Endometrial sampling in symptomatic or high-risk patients is currently obtained through dilatation and curettage (D&C) or endometrial biopsy. Unfortunately, endometrial curetting is a painful and costly procedure, and less than half of the uterine cavity is evaluated in approximately 60% of D&C procedures, which results in false-negative diagnoses.16 With regard to endometrial biopsy, a recent meta-analysis of 39 studies demonstrated that endometrial biopsy with the Pipelle is superior to other available devices for the detection of endometrial cancer.16 This study found that the Pipelle had an endometrial cancer detection rate of 91% and >99% in premenopausal and postmenopausal women, respectively, and could detect 81% of atypical hyperplasias. Unfortunately, the Pipelle biopsy yields insufficient tissue for pathologic assessment in a large percentage of women. In a study assessing 801 asymptomatic perimenopausal and postmenopausal women, 195 (25%) women had a biopsy that yielded insufficient tissue.17 This was similar to another larger study in which 36% of women were found to have insufficient tissue for pathologic assessment.18 Endometrial biopsy and curettage are also associated with significant discomfort for the patient.10 The Tao brush, however, is reported to have minimal patient discomfort, and the office collection procedure is similar to obtaining an endocervical brush specimen for routine cervical cytology.10 Other studies are needed to corroborate that investigator's findings.
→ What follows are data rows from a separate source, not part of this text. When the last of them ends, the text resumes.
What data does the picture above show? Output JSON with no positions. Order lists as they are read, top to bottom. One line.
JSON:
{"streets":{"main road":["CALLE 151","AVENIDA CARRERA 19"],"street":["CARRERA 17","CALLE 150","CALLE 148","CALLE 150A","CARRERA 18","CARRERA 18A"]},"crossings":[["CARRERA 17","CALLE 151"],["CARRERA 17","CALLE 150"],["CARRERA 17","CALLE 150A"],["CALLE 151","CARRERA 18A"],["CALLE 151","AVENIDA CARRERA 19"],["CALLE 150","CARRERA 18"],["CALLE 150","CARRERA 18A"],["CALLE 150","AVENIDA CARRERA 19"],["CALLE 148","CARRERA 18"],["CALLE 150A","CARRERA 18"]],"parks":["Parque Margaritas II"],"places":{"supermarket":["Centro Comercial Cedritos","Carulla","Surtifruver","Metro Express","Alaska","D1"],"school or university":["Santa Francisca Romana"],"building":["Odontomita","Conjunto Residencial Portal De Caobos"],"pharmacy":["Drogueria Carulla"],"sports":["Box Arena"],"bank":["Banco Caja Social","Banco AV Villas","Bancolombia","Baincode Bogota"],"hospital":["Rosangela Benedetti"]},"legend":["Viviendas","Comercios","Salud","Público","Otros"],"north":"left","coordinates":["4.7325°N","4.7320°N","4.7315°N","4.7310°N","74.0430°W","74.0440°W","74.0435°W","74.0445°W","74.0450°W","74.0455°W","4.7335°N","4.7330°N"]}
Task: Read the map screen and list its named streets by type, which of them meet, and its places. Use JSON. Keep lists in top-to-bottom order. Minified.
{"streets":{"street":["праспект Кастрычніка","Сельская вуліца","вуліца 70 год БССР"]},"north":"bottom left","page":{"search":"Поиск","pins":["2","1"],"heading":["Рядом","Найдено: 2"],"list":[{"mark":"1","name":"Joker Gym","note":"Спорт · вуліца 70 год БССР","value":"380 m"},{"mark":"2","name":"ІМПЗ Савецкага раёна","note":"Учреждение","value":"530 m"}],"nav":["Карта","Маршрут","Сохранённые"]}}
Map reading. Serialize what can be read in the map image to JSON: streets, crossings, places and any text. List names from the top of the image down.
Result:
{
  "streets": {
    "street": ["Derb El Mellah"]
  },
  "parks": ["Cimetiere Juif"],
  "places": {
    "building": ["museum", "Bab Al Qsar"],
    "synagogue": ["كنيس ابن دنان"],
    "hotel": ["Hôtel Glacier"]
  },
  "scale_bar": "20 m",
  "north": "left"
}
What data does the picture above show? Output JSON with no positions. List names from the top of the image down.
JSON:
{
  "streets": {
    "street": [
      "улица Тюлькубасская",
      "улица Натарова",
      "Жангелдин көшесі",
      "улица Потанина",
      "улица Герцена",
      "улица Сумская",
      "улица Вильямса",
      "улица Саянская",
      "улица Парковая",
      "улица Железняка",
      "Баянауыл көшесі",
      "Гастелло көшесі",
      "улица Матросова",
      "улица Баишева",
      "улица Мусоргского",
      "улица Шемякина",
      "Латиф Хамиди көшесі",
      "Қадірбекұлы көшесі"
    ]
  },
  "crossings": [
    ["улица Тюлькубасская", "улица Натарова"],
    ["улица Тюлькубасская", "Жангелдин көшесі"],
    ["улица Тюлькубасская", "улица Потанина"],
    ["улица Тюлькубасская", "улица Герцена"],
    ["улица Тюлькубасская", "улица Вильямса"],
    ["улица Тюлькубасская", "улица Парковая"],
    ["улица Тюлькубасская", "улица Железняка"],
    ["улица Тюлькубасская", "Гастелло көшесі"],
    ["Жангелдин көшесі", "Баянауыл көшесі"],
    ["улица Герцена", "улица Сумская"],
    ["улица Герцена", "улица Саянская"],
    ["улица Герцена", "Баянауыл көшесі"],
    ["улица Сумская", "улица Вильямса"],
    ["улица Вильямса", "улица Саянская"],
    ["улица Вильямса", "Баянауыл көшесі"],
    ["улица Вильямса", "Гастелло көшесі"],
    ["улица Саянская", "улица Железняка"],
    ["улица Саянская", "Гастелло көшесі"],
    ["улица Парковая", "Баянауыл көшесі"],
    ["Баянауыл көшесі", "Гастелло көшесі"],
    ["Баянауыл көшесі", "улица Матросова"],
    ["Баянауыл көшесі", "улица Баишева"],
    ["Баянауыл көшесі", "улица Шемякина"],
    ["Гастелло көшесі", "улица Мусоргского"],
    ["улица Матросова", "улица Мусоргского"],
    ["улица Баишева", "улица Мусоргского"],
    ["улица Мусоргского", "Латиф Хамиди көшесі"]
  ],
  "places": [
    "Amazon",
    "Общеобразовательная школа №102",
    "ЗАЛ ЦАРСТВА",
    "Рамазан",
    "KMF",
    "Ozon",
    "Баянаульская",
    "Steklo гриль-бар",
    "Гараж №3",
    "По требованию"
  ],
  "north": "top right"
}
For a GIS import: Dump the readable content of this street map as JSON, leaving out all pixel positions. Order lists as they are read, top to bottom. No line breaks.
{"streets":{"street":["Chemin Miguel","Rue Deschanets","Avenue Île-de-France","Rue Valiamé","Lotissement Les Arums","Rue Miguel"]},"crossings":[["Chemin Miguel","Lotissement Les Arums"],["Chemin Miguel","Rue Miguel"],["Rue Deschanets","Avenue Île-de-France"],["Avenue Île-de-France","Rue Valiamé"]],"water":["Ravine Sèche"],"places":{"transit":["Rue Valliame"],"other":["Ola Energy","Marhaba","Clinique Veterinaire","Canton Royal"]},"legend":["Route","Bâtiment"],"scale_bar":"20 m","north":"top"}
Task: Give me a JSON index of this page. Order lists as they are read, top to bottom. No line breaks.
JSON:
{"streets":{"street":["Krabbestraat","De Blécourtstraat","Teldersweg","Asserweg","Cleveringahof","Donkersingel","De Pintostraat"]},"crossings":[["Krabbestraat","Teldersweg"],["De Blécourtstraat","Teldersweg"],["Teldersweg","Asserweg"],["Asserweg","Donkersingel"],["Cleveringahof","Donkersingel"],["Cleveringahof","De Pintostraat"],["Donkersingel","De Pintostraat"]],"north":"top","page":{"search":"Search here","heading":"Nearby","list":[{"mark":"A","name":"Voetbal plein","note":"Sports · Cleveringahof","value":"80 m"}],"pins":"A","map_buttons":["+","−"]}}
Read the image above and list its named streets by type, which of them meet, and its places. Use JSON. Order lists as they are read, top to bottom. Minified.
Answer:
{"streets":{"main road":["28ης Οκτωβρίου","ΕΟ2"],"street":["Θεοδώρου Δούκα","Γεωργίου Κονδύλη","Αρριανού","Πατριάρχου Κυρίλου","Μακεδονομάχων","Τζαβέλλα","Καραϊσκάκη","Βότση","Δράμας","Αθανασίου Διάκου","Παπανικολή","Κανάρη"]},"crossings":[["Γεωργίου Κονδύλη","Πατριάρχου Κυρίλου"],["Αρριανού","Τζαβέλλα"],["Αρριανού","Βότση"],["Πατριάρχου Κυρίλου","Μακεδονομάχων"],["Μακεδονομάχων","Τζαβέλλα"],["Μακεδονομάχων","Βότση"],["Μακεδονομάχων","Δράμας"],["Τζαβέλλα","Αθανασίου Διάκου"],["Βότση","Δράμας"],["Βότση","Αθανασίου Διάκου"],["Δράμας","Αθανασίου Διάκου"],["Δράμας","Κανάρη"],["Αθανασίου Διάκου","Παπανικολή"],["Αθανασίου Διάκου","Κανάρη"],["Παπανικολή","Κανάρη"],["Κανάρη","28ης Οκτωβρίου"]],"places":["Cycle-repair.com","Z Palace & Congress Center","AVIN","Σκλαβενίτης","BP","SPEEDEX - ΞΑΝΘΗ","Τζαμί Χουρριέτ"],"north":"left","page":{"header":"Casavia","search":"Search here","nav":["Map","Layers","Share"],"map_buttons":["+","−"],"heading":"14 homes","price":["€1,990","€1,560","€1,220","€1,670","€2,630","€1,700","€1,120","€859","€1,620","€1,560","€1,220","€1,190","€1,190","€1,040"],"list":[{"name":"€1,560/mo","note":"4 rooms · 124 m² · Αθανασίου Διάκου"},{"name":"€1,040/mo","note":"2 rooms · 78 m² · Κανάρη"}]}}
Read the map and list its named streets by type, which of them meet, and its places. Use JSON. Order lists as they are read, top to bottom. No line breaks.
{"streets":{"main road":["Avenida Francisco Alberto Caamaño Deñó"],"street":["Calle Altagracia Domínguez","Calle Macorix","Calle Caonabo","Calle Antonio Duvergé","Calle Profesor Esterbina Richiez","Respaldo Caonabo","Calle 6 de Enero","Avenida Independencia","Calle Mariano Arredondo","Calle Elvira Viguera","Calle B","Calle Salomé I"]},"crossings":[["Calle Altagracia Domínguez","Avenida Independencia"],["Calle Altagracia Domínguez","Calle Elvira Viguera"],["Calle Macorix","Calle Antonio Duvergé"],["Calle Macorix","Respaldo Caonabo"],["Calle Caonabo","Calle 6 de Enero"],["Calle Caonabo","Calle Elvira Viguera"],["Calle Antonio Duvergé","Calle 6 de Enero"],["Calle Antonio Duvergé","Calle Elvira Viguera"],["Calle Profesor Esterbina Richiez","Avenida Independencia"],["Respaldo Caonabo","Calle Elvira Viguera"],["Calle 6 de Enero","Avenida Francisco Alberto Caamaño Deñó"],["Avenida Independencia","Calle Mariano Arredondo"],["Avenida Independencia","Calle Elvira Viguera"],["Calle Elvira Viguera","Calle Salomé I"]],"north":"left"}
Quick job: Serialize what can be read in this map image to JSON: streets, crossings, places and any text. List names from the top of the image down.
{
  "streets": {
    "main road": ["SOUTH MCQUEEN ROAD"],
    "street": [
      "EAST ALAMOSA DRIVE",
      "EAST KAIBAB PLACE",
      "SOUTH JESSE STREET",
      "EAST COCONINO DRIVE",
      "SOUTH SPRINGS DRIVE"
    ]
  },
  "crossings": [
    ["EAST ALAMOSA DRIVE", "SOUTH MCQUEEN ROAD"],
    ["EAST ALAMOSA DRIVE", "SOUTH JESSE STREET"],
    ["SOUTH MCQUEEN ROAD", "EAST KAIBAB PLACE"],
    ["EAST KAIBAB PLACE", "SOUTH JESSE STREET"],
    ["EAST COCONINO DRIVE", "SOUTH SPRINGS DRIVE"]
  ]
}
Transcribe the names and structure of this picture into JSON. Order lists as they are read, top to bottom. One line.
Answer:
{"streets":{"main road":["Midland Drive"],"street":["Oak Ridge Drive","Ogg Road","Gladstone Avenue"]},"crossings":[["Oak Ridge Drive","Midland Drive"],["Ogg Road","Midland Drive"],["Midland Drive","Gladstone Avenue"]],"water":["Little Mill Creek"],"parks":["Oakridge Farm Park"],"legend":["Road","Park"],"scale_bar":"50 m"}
Therefore, although other endometrial sampling techniques exist for detecting endometrial cancer and atypical hyperplasia, each of these modalities has significant limitations, impeding implementation as a routine screening test.
The results of the current study demonstrate that the Tao brush direct endometrial sampler, when used with a liquid-based cytology preparatory method, has potential for detecting endometrial cancer. Only 2 specimens (∼1% of all specimens) were diagnosed as nondiagnostic using the Tao brush sampler (Table 1). The overall sensitivity of detecting endometrial cancer and complex hyperplasia with atypia was 95% (4 false-negative diagnoses) when atypical cytology results were considered positive. Histopathologic results from the 4 specimens with apparent false-negative results included 3 patients with grade 1 endometrioid tumors and 1 patient with complex hyperplasia with atypia. Re-review of the cytology from these 4 patients demonstrated that there were rare groups of atypical cells in a background of benign endometrium that most likely represented cancer/hyperplasia not detected on the initial scan. One drawback of the current study was that an initial scan of the slide was not performed by a cytotechnologist followed by pathologist interpretation (our usual clinical practice for most cytology specimens). Cytotechnologist screening and additional experience among pathologists assessing endometrial cytology specimens might increase the overall sensitivity to above 95%.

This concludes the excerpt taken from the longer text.